In each operation, you can delete one of the first ‘K’ characters of ‘S’ and append it at the end of the ‘S’.
You have to find the lexicographically smallest string you can obtain by performing any number of operations.
Note:
String ‘p’ is lexicographically smaller than string ‘q’, if ‘p’ is a prefix of ‘q’, is not equal to ‘q’ or there exists ‘i’, such that ‘p[i]’ < ’q[i]’ and for all ‘j’ < ’i’ it is satisfied that ‘p[j]’ = ’q[j]’.
Input Format:
The first line contains a single integer ‘T’ representing the number of test cases.
The first line of each test case will contain two space-separated integers ‘N’ and ‘K’ which denotes the length of ‘S’ and integer ‘K’.
The second line of each test case will contain a single string ‘S’.
Output Format:
For each test case, return the lexicographically smallest string obtained by performing any number of operations on ‘S’.
Note:
You don’t need to print anything; it has already been taken care of.

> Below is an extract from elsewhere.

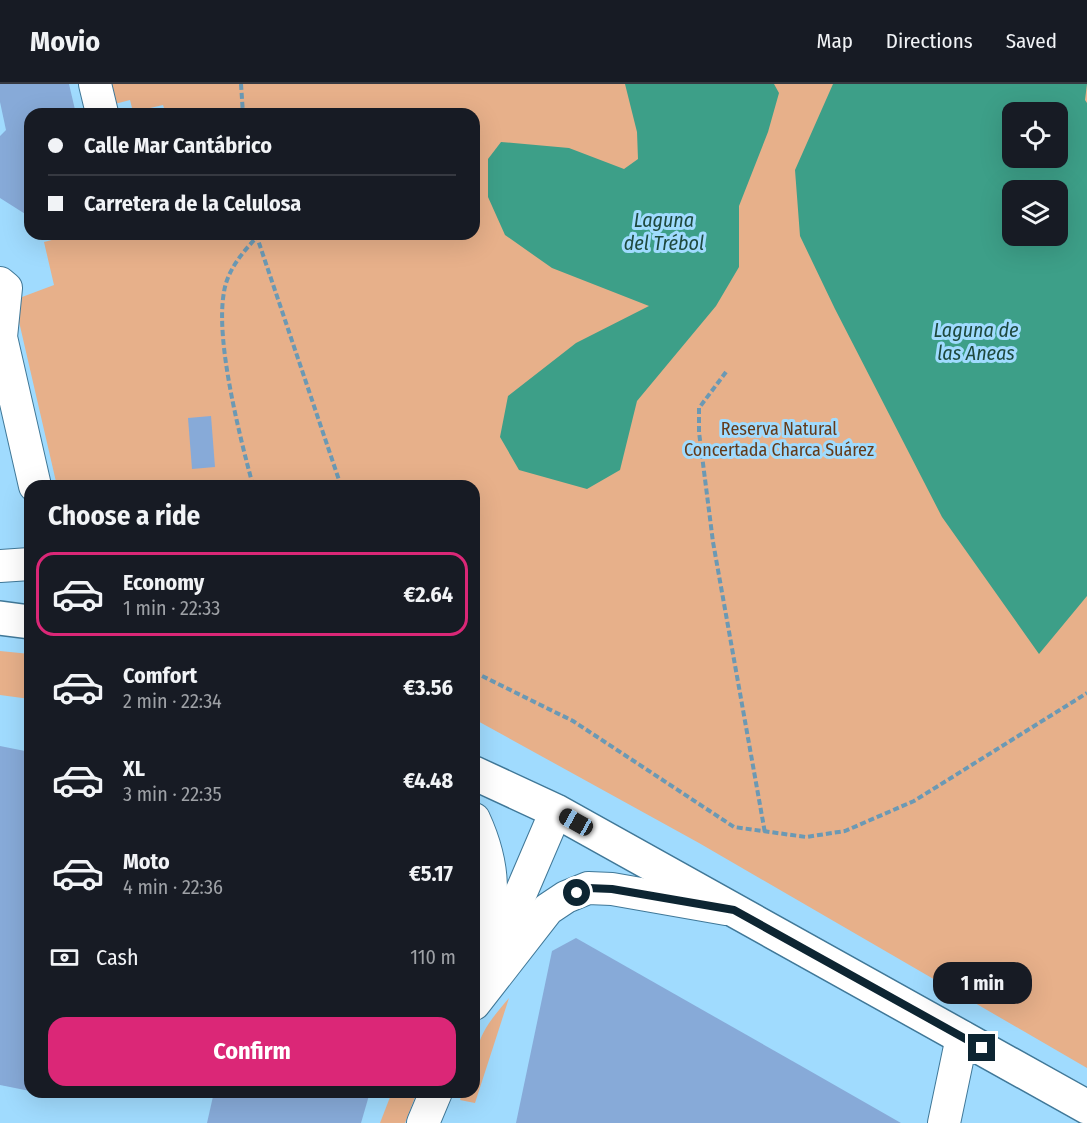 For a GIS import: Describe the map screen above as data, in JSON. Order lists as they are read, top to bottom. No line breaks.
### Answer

Just implement the given function.
Constraints:
1 <= T <= 10
1 <= N <= 10^3
1<= K <= N
S[ i ] belongs to {a to z}
Time limit: 1 sec
Approaches
For the value of the ‘K’ > 1 it is possible to obtain any permutation of the string ‘S’. Considering two characters at index ‘i’ and ‘i + 1’ we will prove that it is possible to swap them.
- We will delete ‘i - 1’ characters from the prefix and put them at the end of the string ‘S’.
- Now ‘ith’ and ‘i + 1’ characters will be first and second characters now.
- Now, we will delete the second character and put it at the end of the string ‘S’.
- Now we will delete the first character and put it at the end of the string ‘S’.
After this operation, two characters are swapped.
This way by swapping any two consecutive characters we can obtain any permutation.
For ‘K’ = 1, after any number of operations, we will get one of its circular rotations.
Eg for “abcd” : “abcd”, “bcda”, “cdab”, “dabc” are possible.
We will compare all the circular rotations and pick the smallest of all as our answer.
The steps are as follows:
- Create a string named ‘res’ to store the final result and it is initialized to ‘~’.
- If ‘K’ > 1:
- ‘res’ = all the characters of ‘S’ in sorted order.
- Else
- To get all the circular permutations we will append one copy of ‘S’ at the end of it and take all the substrings of ‘S’ of length ‘N’.
- Iterate from 0 to ‘N’ - 1. (say, iterator = 'i'):
- ‘res’ = min(‘res’, substring(‘S’, i, ’N’ ))
- Return ‘res’